◆ RECORD SET
*** Begin section ***

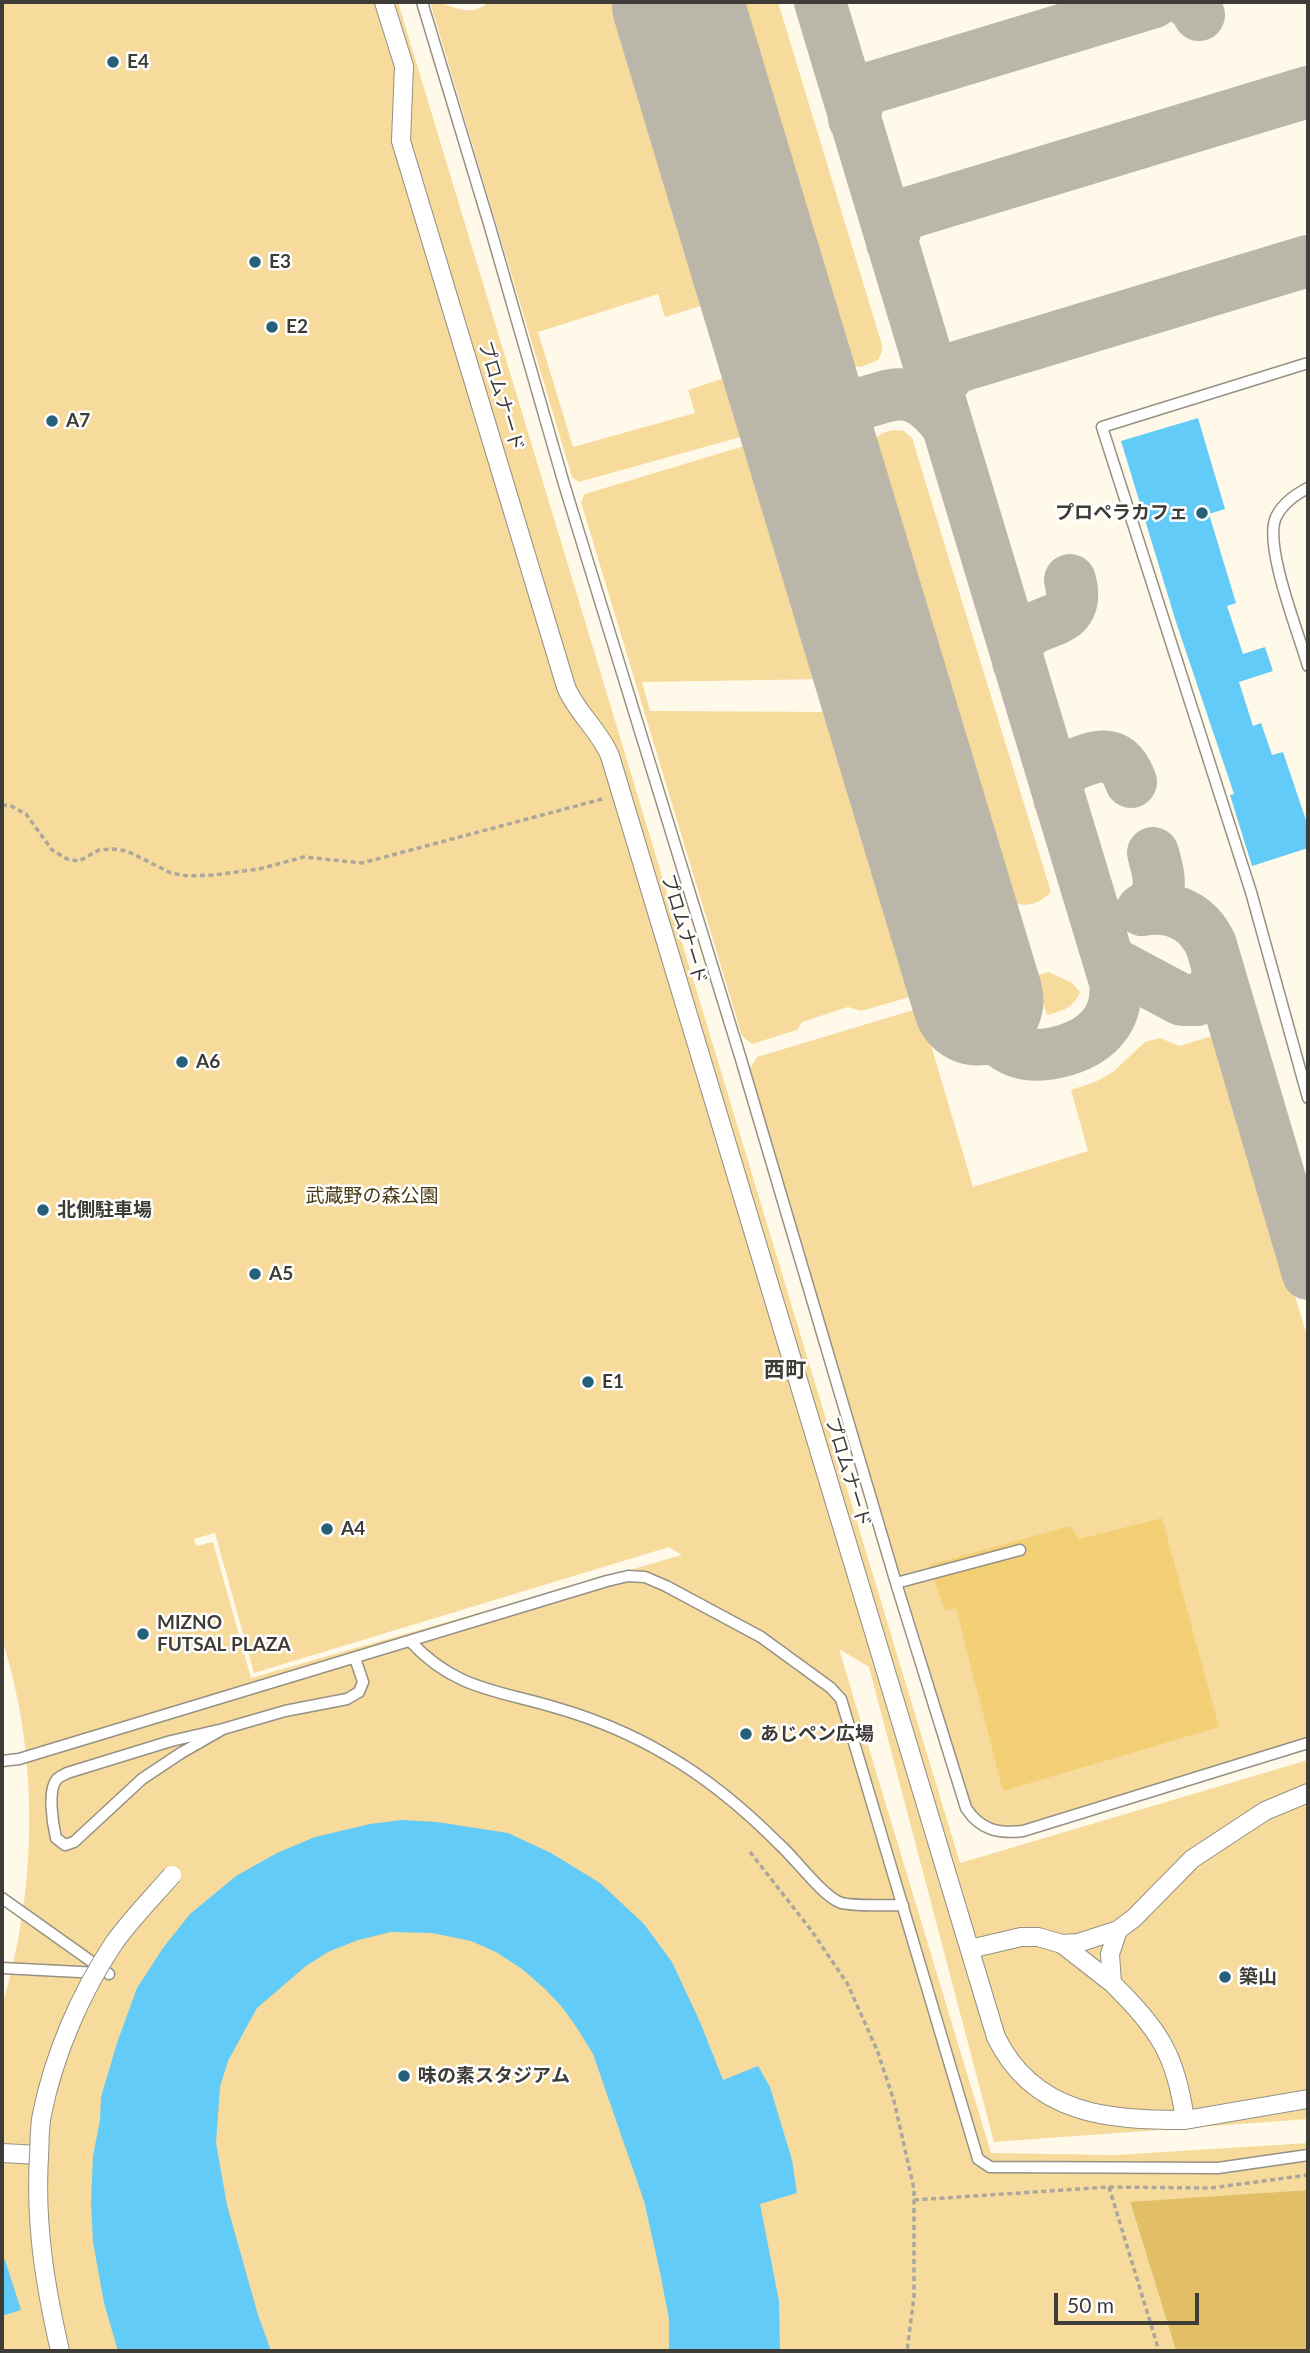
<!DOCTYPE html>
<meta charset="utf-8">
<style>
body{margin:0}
#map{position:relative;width:1310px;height:2353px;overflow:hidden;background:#fff9ea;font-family:Lato,sans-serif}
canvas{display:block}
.frame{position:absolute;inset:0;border:4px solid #3e3c36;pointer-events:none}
.scale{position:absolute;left:1054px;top:2293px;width:145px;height:32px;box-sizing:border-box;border:4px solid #3e3c36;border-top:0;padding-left:9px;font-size:21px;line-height:24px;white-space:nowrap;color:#3e3c36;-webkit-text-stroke:5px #fff;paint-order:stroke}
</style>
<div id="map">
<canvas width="1310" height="2353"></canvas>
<div class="frame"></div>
<div class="scale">50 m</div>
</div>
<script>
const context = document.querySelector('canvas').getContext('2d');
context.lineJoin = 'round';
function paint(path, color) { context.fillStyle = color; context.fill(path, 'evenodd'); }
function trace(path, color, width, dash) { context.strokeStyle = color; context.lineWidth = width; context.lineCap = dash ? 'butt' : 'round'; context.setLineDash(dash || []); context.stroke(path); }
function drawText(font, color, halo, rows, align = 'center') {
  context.font = font + ' Lato,"Noto Sans JP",sans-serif'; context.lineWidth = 5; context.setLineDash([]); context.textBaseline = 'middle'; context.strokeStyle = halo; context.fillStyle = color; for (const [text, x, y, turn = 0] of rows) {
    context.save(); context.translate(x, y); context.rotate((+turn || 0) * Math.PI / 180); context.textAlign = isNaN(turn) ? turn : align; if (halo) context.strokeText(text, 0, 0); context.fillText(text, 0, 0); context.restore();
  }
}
paint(new Path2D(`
 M 2,2 L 398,2 L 960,1863 L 1308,1760 L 1308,2119 L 994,2142 L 869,1667 L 839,1649 L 991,2153 L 1115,2155 L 1308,2143 L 1308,2190 L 1130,2203 L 1176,2351 L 2,2351 L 2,2007 C 37,1887 40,1759 2,1639 ZM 215,1533 L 254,1673 L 669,1547 L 682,1555 L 251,1678 L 213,1542 L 196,1546 L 194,1539 Z
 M 430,2 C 453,2 466,21 489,2 L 611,2 L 704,305 L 665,317 L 658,294 L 538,332 L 573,447 L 695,413 L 688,390 L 727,377 L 744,436 L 579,482 L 572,477 Z
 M 733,2 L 778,2 L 882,345 L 882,352 L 878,360 L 861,367 L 851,366 L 839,354 Z
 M 893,430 L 904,431 L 912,438 L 1051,892 C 1038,904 1028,908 1010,902 L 870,448 C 874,436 881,433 893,430 Z
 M 754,443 L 826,679 L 642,682 L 650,711 L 836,712 L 920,994 L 861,1011 L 848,1007 L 802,1022 L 797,1030 L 752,1044 L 742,1036 L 581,502 L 585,494 Z
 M 1049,972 L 1072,983 L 1080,992 C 1074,1008 1062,1011 1047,1015 L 1035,976 Z
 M 920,1008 L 973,1187 L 1088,1151 L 1071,1090 L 1095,1082 L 1113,1072 L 1145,1042 L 1160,1038 L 1179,1046 L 1216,1035 L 1308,1339 L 1308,1739 L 1002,1834 L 966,1812 L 749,1070 L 757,1057 Z`), '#f6db9c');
paint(new Path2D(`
 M 1308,2190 L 1308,2351 L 1176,2351 L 1130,2202 Z`), '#e2bf66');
paint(new Path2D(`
 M 1162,1518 L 1219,1727 L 1003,1791 L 956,1608 L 945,1611 L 929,1565 L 1070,1526 L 1079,1539 Z`), '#f3cf76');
trace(new Path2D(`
 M 820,2 L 1115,982 C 1119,1018 1098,1040 1066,1050 C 1030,1061 1000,1054 984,1018
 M 1188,2 L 1196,8 L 1199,15
 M 854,119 L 859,98 L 870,88 L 1154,2
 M 892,243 L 897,223 L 908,213 L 1308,92
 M 789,371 C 799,384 810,398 826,403 C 873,419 898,362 946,424
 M 939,399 L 940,385 L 954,368 L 1308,261
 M 820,476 C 816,446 828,424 851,405
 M 1018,662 C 1011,606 1086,640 1070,580
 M 1059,798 C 1056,772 1067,766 1089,759 C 1112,752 1123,760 1131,782
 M 1142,910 C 1172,905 1198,916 1211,945 L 1308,1274
 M 1142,910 C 1166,896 1159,875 1153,853
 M 1109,961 L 1182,1000 L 1196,1000 L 1211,994 L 1218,975 L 1217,966`), '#bab6aa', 52);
trace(new Path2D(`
 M 677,2 L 978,1000`), '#bab6aa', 131);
paint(new Path2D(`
 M 1198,418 L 1225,509 L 1209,514 L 1236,603 L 1227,606 L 1243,654 L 1265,647 L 1273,671 L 1239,682 L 1253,726 L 1261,723 L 1272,755 L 1283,752 L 1308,826 L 1308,848 L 1252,866 L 1230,795 L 1234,794 L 1176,622 L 1121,441 Z
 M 402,1820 L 437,1822 L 508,1833 L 551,1853 L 600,1883 L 644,1924 L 672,1962 L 700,2022 L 723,2080 L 758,2066 L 770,2087 L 792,2160 L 797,2193 L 760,2204 L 779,2301 L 780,2351 L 669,2351 L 669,2319 L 660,2272 L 644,2201 L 593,2054 L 577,2028 L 562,2007 L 545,1989 L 522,1969 L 496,1952 L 471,1941 L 432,1933 L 391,1932 L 358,1940 L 328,1952 L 306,1966 L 257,2008 L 228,2061 L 220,2087 L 216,2143 L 227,2205 L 258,2315 L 271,2351 L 118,2351 L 104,2303 L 93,2242 L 91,2203 L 93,2156 L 100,2120 L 101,2097 L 117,2043 L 137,1988 L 163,1948 L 190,1914 L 236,1876 L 277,1853 L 315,1837 L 370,1824 Z
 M 5,2260 L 21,2310 L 2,2316 L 2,2261 Z`), '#62cbf8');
const service = new Path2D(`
 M 422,2 L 490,227 L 564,484 L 740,1056 L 896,1583 L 966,1808 C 980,1830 999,1834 1023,1831 L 1308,1743
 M 1308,363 L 1102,427 L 1251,892 L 1308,1098
 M 1308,488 C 1295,495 1283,503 1276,517 C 1263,545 1299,634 1308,666
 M 896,1583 L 1020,1550
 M 410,1641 C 455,1690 498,1690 557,1708 C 595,1719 631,1734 665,1754 C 707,1778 744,1809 778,1843 C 794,1857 822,1895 839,1902 C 850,1907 889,1905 903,1905
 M 223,1729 L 181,1753 L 142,1779 L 74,1842 L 65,1845 L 56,1838 C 53,1825 47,1790 57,1779 C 60,1776 64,1775 67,1773 L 171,1741 L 223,1729 L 285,1711 L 347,1699 L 359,1692 L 363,1682 L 355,1658
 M 2,1761 L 19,1759 L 607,1581 L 628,1576 L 645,1577 L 666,1586 L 761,1637 L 831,1688 L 841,1699 L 978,2159 L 990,2167 L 1218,2168 L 1308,2155
 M 2,1898 L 109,1974
 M 2,1968 L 99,1973`);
const pedestrian = new Path2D(`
 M 384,2 L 404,66 L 401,141 L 566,687 C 576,712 600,731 610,756 L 996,2037 C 1034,2115 1108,2120 1185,2120 C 1176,2054 1159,2030 1112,1983 L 1110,1954 L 1118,1930
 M 1062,1944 L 1112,1983
 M 970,1949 L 1021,1937 L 1038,1937 L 1062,1944 L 1078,1943 L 1118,1930 L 1134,1918 L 1192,1859 L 1265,1811 L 1308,1793
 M 1185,2120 L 1308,2099
 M 2,2153 L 39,2155`);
trace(service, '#969183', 13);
trace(pedestrian, '#969183', 20);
trace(new Path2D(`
 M 2,805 L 11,806 L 26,814 L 52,850 L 67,859 L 79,861 L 99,850 L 114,849 L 127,851 L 171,873 L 188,876 L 214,875 L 259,869 L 304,857 L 362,863 L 606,798
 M 750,1852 L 811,1930 L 847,1983 L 877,2050 L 894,2101 L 914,2189 L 914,2297 L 907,2351
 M 1109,2187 L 1159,2351
 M 914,2200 L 1109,2187 L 1211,2188 L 1308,2175`), '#aca79c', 3.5, [5, 3.5]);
trace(service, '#fff', 10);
trace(pedestrian, '#fff', 18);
const pedestrianBridge = new Path2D(`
 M 60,2351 C 45,2285 35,2225 39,2156 C 40,2143 39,2128 42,2114 C 54,2055 80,1994 114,1943 C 131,1919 153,1897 172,1875`);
trace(pedestrianBridge, '#969183', 20, []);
trace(pedestrianBridge, '#fff', 18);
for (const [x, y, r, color] of [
 [113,62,7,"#255f78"],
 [255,262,7,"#255f78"],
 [272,327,7,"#255f78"],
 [52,421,7,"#255f78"],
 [1202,513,7,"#255f78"],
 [182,1062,7,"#255f78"],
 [43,1210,7,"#255f78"],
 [255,1274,7,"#255f78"],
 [588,1382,7,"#255f78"],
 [327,1529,7,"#255f78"],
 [143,1634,7,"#255f78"],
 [746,1734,7,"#255f78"],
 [1225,1977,7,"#255f78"],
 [404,2076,7,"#255f78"]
]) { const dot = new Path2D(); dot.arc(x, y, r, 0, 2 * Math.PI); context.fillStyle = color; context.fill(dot); trace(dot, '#fff', 2.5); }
drawText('bold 19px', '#3e3c36', '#fff', [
 ["E4",127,62],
 ["E3",269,262],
 ["E2",286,327],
 ["A7",66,421],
 ["プロペラカフェ",1188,513,"right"],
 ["A6",196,1062],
 ["北側駐車場",57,1210],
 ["A5",269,1274],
 ["E1",602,1382],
 ["A4",341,1529],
 ["MIZNO",157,1623],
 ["FUTSAL PLAZA",157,1645],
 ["あじペン広場",760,1734],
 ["築山",1239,1977],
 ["味の素スタジアム",418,2076]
], 'left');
drawText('19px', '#3e3c36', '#fff', [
 ["プロムナード",501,396,73],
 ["プロムナード",684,929,73],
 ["プロムナード",848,1472,73]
]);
drawText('19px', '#483912', '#fff', [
 ["武蔵野の森公園",372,1196]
]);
drawText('bold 21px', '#3e3c36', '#fff', [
 ["西町",785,1370]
]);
</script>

*** End section ***

◆ YOUR TASK
Starting at the first line of the data, set down each line exactly until you have copied the line with "M 2,2 L 398,2", but leave the pictures out.

◆ ANSWER BOX
<!DOCTYPE html>
<meta charset="utf-8">
<style>
body{margin:0}
#map{position:relative;width:1310px;height:2353px;overflow:hidden;background:#fff9ea;font-family:Lato,sans-serif}
canvas{display:block}
.frame{position:absolute;inset:0;border:4px solid #3e3c36;pointer-events:none}
.scale{position:absolute;left:1054px;top:2293px;width:145px;height:32px;box-sizing:border-box;border:4px solid #3e3c36;border-top:0;padding-left:9px;font-size:21px;line-height:24px;white-space:nowrap;color:#3e3c36;-webkit-text-stroke:5px #fff;paint-order:stroke}
</style>
<div id="map">
<canvas width="1310" height="2353"></canvas>
<div class="frame"></div>
<div class="scale">50 m</div>
</div>
<script>
const context = document.querySelector('canvas').getContext('2d');
context.lineJoin = 'round';
function paint(path, color) { context.fillStyle = color; context.fill(path, 'evenodd'); }
function trace(path, color, width, dash) { context.strokeStyle = color; context.lineWidth = width; context.lineCap = dash ? 'butt' : 'round'; context.setLineDash(dash || []); context.stroke(path); }
function drawText(font, color, halo, rows, align = 'center') {
  context.font = font + ' Lato,"Noto Sans JP",sans-serif'; context.lineWidth = 5; context.setLineDash([]); context.textBaseline = 'middle'; context.strokeStyle = halo; context.fillStyle = color; for (const [text, x, y, turn = 0] of rows) {
    context.save(); context.translate(x, y); context.rotate((+turn || 0) * Math.PI / 180); context.textAlign = isNaN(turn) ? turn : align; if (halo) context.strokeText(text, 0, 0); context.fillText(text, 0, 0); context.restore();
  }
}
paint(new Path2D(`
 M 2,2 L 398,2 L 960,1863 L 1308,1760 L 1308,2119 L 994,2142 L 869,1667 L 839,1649 L 991,2153 L 1115,2155 L 1308,2143 L 1308,2190 L 1130,2203 L 1176,2351 L 2,2351 L 2,2007 C 37,1887 40,1759 2,1639 ZM 215,1533 L 254,1673 L 669,1547 L 682,1555 L 251,1678 L 213,1542 L 196,1546 L 194,1539 Z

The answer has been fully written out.